# [Exercise details]
How many lines in the records below contain the word "controls"? Reply with that number only.

# [The data]
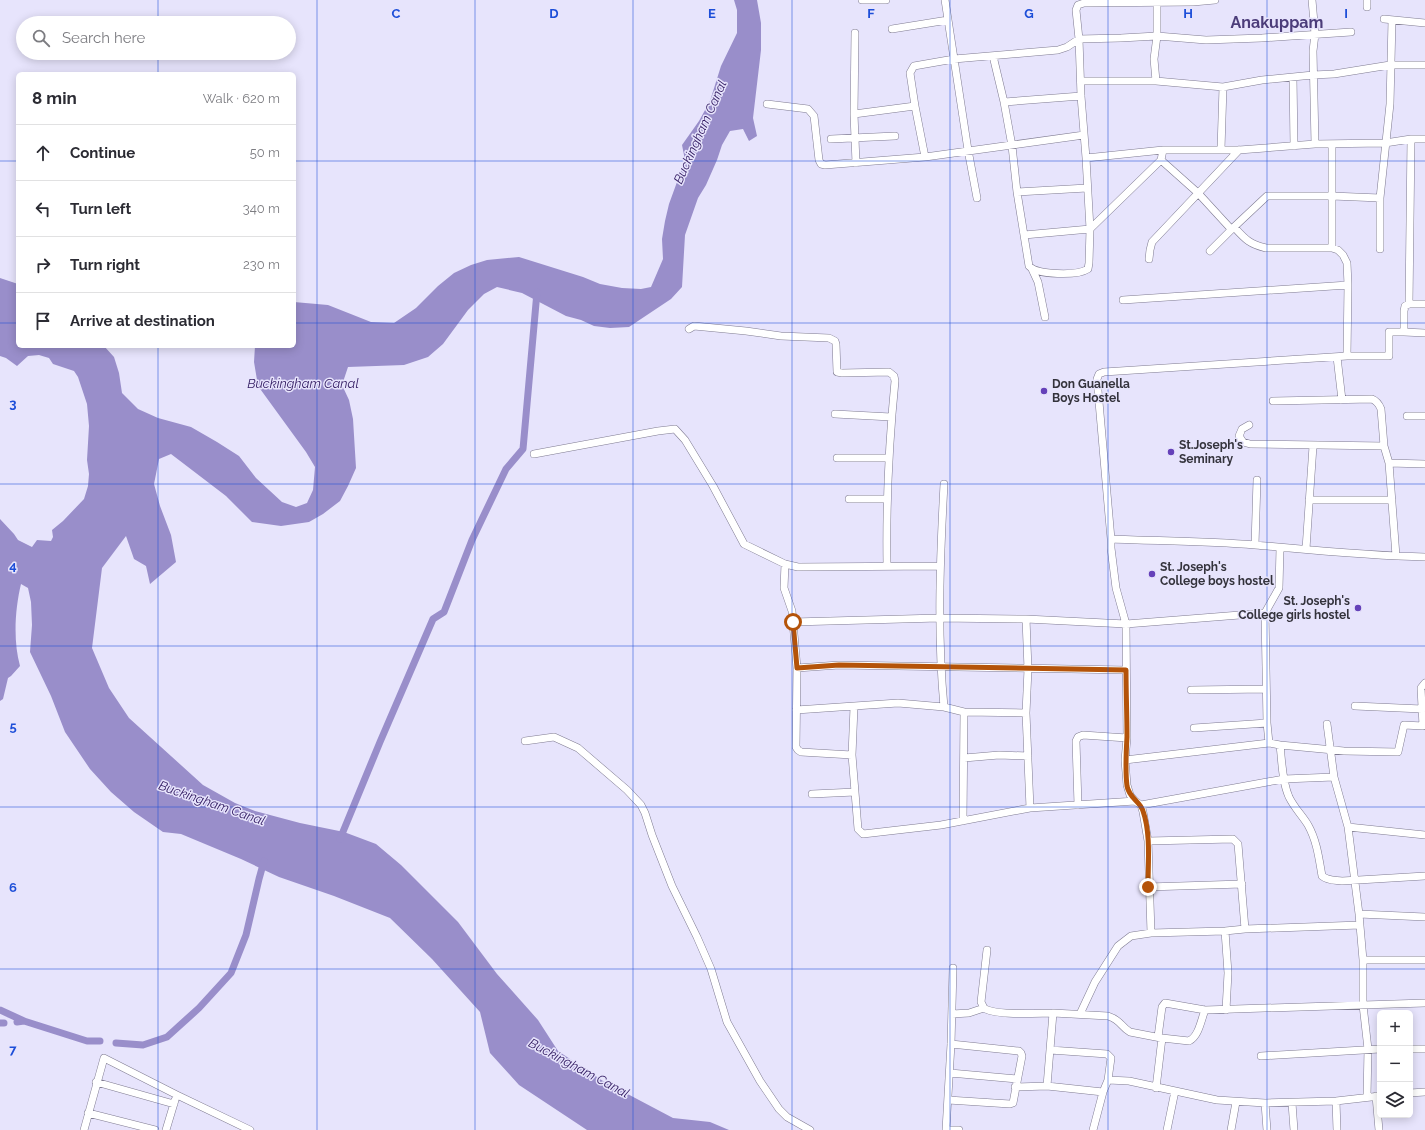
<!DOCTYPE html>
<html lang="en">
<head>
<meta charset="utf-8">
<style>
	body { margin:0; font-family:Raleway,sans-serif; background:#f7f7f7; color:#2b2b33 }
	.controls { position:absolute; right:12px; bottom:12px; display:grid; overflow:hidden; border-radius:6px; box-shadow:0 2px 10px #0003 }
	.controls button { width:36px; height:36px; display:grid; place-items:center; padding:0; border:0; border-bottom:1px solid #e1e1e2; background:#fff; color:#2b2b33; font:20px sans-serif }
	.stop { position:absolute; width:12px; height:12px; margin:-9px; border:3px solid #b45309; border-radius:50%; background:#fff }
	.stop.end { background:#b45309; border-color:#fff; box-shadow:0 1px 4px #0008 }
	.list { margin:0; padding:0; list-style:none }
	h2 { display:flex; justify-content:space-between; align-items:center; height:52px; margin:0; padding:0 16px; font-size:17px }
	h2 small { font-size:13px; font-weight:400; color:#7c7c81 }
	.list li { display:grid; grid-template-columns:26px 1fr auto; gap:12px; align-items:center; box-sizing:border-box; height:56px; padding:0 16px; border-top:1px solid #e1e1e2 }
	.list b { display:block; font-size:15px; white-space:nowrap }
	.list em { font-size:13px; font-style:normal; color:#7c7c81 }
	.icon { flex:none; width:22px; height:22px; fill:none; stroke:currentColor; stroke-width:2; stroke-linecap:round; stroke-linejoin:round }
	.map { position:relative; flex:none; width:1425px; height:1130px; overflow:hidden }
	.search { position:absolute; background:#fff; box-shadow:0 2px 10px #0003; left:16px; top:16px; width:280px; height:44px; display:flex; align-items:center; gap:10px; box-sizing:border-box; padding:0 14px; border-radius:22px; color:#7c7c81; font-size:15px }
	.panel { position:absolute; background:#fff; box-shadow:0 2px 10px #0003; left:16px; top:72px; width:280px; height:276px; border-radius:6px }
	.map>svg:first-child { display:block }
	.water { fill:#998eca }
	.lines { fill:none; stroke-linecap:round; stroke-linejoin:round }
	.canal { stroke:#998eca; stroke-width:7 }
	.minor-casing { stroke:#7f7b91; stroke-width:8 }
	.minor { stroke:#fff; stroke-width:7 }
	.route { stroke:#b45309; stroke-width:5 }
	.grid { fill:none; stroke:#1d4ed8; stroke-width:1; stroke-opacity:0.55 }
	.poi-dot { fill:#6541b9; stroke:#e7e4fc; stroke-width:1.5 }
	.labels { text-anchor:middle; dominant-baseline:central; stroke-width:3; stroke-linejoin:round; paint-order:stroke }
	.poi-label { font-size:12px; font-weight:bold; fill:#34333c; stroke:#e7e4fc; text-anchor:start }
	.water-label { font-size:13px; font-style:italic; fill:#311a61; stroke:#e7e4fc }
	.district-label { font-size:16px; font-weight:bold; fill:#4c3d7a; stroke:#e7e4fc }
	.grid-label { font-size:13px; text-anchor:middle; font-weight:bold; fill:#1d4ed8; stroke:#e7e4fc; stroke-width:3; stroke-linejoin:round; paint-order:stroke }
</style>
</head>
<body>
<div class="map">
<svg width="1425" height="1130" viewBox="0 0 1425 1130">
	<rect width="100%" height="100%" fill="#e7e4fc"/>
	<!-- water -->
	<path class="water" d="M734 0H757L761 23V50L753 118 757 136 749 141 743 129 730 131 722 145 717 160 706 185 698 198 685 235 682 287 671 299 629 327 610 328 594 326 581 320 566 316 522 293 497 287 484 294 468 310 443 344 428 357 404 365 348 367 342 385 349 400 353 419 356 468 348 486 340 501 323 514 309 522 281 526 252 522 226 496 171 454 159 459 154 484 160 506 171 535 176 562 150 584 146 566 134 559 126 536 102 568 92 648 109 688 129 718 203 785 235 803 255 811 300 823 344 832 376 844 401 865 458 922 497 974 538 1020 558 1051 603 1081 673 1118 710 1122 729 1130H587L519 1085 490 1053 480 1012 432 959 390 918 334 896 279 877 241 859 181 834 163 832 134 812 111 792 90 769 65 732 51 696 30 652 32 625 31 602 28 588 21 584C15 609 13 641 20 666L11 676 8 678 3 699 0 701V519L14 534 18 540 32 547 37 540 51 541 53 537 52 530 63 521 84 499 88 486 89 474 87 460 89 426 87 404 78 377 74 371 53 364 49 358 39 355 28 356 17 366 6 358 0 356V278L18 284V346H104L114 357 119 373 122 393 138 409 158 418 191 427 217 442 239 456 256 478 282 502 296 507 307 503 313 490 315 467 306 452 258 386 254 362 255 346H294V302L328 305 371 322 394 323 416 308 438 286 454 273 471 265 487 260 519 257 583 277 600 284 622 288 641 289 651 287 663 259 662 239 665 221 669 204 685 160 682 145 699 121 710 101 721 66 737 33V10Z"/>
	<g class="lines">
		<!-- canal -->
		<path class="canal" d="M340 839 380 742 433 619 444 612 472 540 506 469 523 449 537 292
			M0 1010 24 1021
			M17 1022 24 1021 87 1041H100
			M0 1023H4
			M116 1043 143 1045 167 1037 199 1008 231 973 246 935 259 879 264 861"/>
		<defs>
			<path id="minor" d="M862 0H886
				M945 0 968 150 977 198
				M1312 0 1315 34 1313 51 1315 144
				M1367 0V7
				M1384 19 1425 23
				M892 29 948 20
				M855 33 854 114 915 106 925 157
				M993 56 1004 102 1012 146 1017 192 1029 266C1037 275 1077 276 1088 269L1089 263 1090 229 1086 158 1081 96 1079 39 1076 10 1078 5 1084 3 1193 2 1215 0
				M1293 77 1294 146
				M1081 81H1156L1223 87 1262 80 1313 75 1334 74 1390 65H1425
				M1156 81 1154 59 1157 36V0
				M1004 102 1081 96
				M767 104 808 109 814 116 819 160 821 164 825 165 925 157 1084 135
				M915 106 910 73 914 66 954 59 1058 50 1067 47 1079 39 1121 38 1157 36 1206 40 1262 38 1351 32
				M854 114 856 163
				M831 139 895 136
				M1221 149 1223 87
				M1086 158 1163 150H1239L1315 144 1385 143 1411 139H1425
				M1161 160 1198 193 1231 229
				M1017 192 1087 188
				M1234 227C1245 239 1249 244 1266 248H1332L1338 250 1343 255 1347 263 1348 285 1347 356 1104 372 1099 374 1097 379 1111 539C1159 541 1207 541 1255 545 1311 550 1368 556 1425 557
				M1024 235 1090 229 1161 160 1163 150
				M1332 248V144
				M1380 249V198L1390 104 1392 20
				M1210 251 1234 227 1267 196H1332L1380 198
				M1149 259 1150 250 1152 242 1239 150
				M1032 269 1038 282 1045 317
				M1123 300 1348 285
				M1409 304 1411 139
				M689 329 694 326 746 331 781 336 829 338 835 341 836 344 837 372 842 373 889 372 894 376 895 381C889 442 886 504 887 566
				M1404 332 1425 333
				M1347 356H1389V332H1404V311L1405 306 1409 304H1425
				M1337 357 1342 400
				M1273 401 1372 399C1377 401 1379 404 1381 409L1384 446 1389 463
				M835 414 891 417
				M1407 416H1425
				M1249 425 1242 429 1239 436 1243 442 1250 444 1384 446
				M534 454 658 431 675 429 685 440 713 486 744 544 785 564 798 567 939 566
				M837 458H888
				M849 499H887
				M1309 500H1392
				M1111 539V548L1116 588 1126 624 1127 738 1125 760 1127 785 1130 795 1135 801 1141 805 1143 812 1148 841 1233 839 1238 844 1245 929
				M1255 545 1257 480
				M1306 549 1313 446
				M1396 556 1389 463 1425 464
				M785 564 784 588 792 611 797 668
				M1026 619 1028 669 1026 713 1030 808
				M793 622 939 618 1026 619 1126 624 1265 613
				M1126 670 839 665 797 668 796 747 798 750 801 752 852 755 858 829 863 834 941 825 1030 808 1135 801
				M1425 683 1421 688 1423 726 1404 725 1398 752 1344 751 1280 745C1282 762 1282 781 1289 797 1295 809 1302 815 1308 825 1317 841 1319 859 1322 876 1328 881 1335 880 1342 881L1425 876
				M1191 690 1266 689
				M1355 706 1422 709
				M944 707C937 633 940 558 944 484
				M796 710 898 703 944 707 964 712
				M1327 724 1334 777 1348 827 1359 914 1363 960V1005L1368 1049 1367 1097
				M1194 728 1267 723
				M525 741 554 737 578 748 627 790 641 805 645 813 652 835 672 886 697 937 711 969 727 1022 760 1081 779 1109 787 1117 810 1130
				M1269 743 1267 723 1265 613 1279 588 1280 548
				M852 755 854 707
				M964 758 999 755 1028 756
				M1125 760 1269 743 1280 745
				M812 794 855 792
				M1078 805 1076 741 1078 737 1083 735 1127 738
				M1141 805 1284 779 1334 777
				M963 821 964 712 1026 713
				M1348 827 1425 835
				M1148 841 1151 933
				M1148 887 1242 884
				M1359 914 1425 917
				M1225 931 1228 973 1226 1010
				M987 950 981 1002 984 1008C994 1016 1038 1013 1053 1013L1047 1086 1015 1087
				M1363 960H1425
				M1053 1013 1108 1016C1121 1020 1121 1027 1130 1032L1161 1038
				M952 1014 969 1013 984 1008
				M1080 1014 1095 982 1118 946 1131 936 1151 933 1225 931 1245 929 1360 925
				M1158 1037 1162 1007 1165 1003 1205 1010 1425 1003
				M1410 1049H1425
				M1050 1050 1107 1054 1111 1058 1108 1080
				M1261 1056 1380 1049
				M950 1073 1017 1079
				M96 1082 174 1104
				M1047 1086 1103 1092
				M1156 1088 1162 1038 1189 1041C1199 1036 1201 1020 1205 1010
				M1410 1093 1425 1092
				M1376 1096 1379 1130
				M948 1100 1010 1104 1013 1103 1022 1056 1021 1053 1019 1051 951 1044
				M1336 1101 1337 1130
				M1265 1103 1267 1130
				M1292 1103 1294 1130
				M88 1113 155 1130
				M84 1130 104 1058 177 1095 250 1130
				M166 1130 175 1100
				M946 1130 951 1044 953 968
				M946 1130H959
				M1093 1130 1103 1092 1108 1080 1129 1081 1217 1100 1265 1103 1336 1101 1380 1096
				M1167 1130 1175 1091
				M1231 1130 1236 1102"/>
		</defs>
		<!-- minor casing -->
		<use href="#minor" class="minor-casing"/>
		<!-- minor -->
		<use href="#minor" class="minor"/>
	</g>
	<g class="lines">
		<!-- route -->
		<path class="route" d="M793 622 797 668 839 665 1126 670C1126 693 1127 715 1127 737 1126 754 1125 770 1127 786 1129 798 1140 801 1143 811 1151 834 1148 863 1148 887"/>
	</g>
	<!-- grid -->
	<path class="grid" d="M158 0V23M317 0V1130M475 0V1130M633 0V1130M792 0V1130M950 0V1130M1108 0V1130M1267 0V1130M158 53V74M0 161H18M294 161H1425M0 323H18M294 323H1425M158 346V1130M0 484H1425M0 646H1425M0 807H1425M0 969H1425"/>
	<!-- markers -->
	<g class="poi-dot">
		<circle cx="1044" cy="391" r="4"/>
		<circle cx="1171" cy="452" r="4"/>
		<circle cx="1152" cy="574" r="4"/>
		<circle cx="1358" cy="608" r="4"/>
	</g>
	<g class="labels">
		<!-- poi labels -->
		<g class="poi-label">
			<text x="1052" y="384">Don Guanella<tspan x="1052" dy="14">Boys Hostel</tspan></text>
			<text x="1179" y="445">St.Joseph's<tspan x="1179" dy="14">Seminary</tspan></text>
			<text x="1160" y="567">St. Joseph's<tspan x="1160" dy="14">College boys hostel</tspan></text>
			<text x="1350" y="601" text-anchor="end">St. Joseph's<tspan x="1350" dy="14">College girls hostel</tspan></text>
		</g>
		<!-- water labels -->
		<g class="water-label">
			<text transform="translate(700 132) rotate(-66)">Buckingham Canal</text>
			<text x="303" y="383">Buckingham Canal</text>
			<text transform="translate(212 803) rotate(19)">Buckingham Canal</text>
			<text transform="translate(579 1068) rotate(28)">Buckingham Canal</text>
		</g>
		<!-- district labels -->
		<g class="district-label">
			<text x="1277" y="22">Anakuppam</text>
		</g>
	</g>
	<g class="grid-label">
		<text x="396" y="18">C</text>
		<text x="554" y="18">D</text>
		<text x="712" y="18">E</text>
		<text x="871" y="18">F</text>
		<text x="1029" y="18">G</text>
		<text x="1188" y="18">H</text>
		<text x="1346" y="18">I</text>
		<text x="13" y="408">3</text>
		<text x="13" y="570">4</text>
		<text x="13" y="731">5</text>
		<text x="13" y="892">6</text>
		<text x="13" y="1054">7</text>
	</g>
</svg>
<div class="controls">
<button>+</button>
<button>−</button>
<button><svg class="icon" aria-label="layers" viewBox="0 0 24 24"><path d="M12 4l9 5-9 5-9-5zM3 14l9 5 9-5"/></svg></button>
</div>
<div class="stop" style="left:793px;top:622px"></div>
<div class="stop end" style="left:1148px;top:887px"></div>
<div class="search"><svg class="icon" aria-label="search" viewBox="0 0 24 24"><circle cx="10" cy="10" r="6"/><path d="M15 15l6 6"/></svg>Search here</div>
<section class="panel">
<h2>8 min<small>Walk · 620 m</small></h2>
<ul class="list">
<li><svg class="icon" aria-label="ahead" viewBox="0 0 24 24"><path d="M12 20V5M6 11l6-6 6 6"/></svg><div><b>Continue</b></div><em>50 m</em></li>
<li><svg class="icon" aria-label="left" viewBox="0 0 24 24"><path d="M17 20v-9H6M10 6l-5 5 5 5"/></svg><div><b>Turn left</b></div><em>340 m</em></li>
<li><svg class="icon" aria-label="right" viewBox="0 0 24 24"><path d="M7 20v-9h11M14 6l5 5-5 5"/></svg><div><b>Turn right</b></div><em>230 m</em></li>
<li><svg class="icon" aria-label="arrive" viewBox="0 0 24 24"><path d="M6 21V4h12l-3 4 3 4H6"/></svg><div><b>Arrive at destination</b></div></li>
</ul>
</section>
</div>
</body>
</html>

# [Worked solution]
3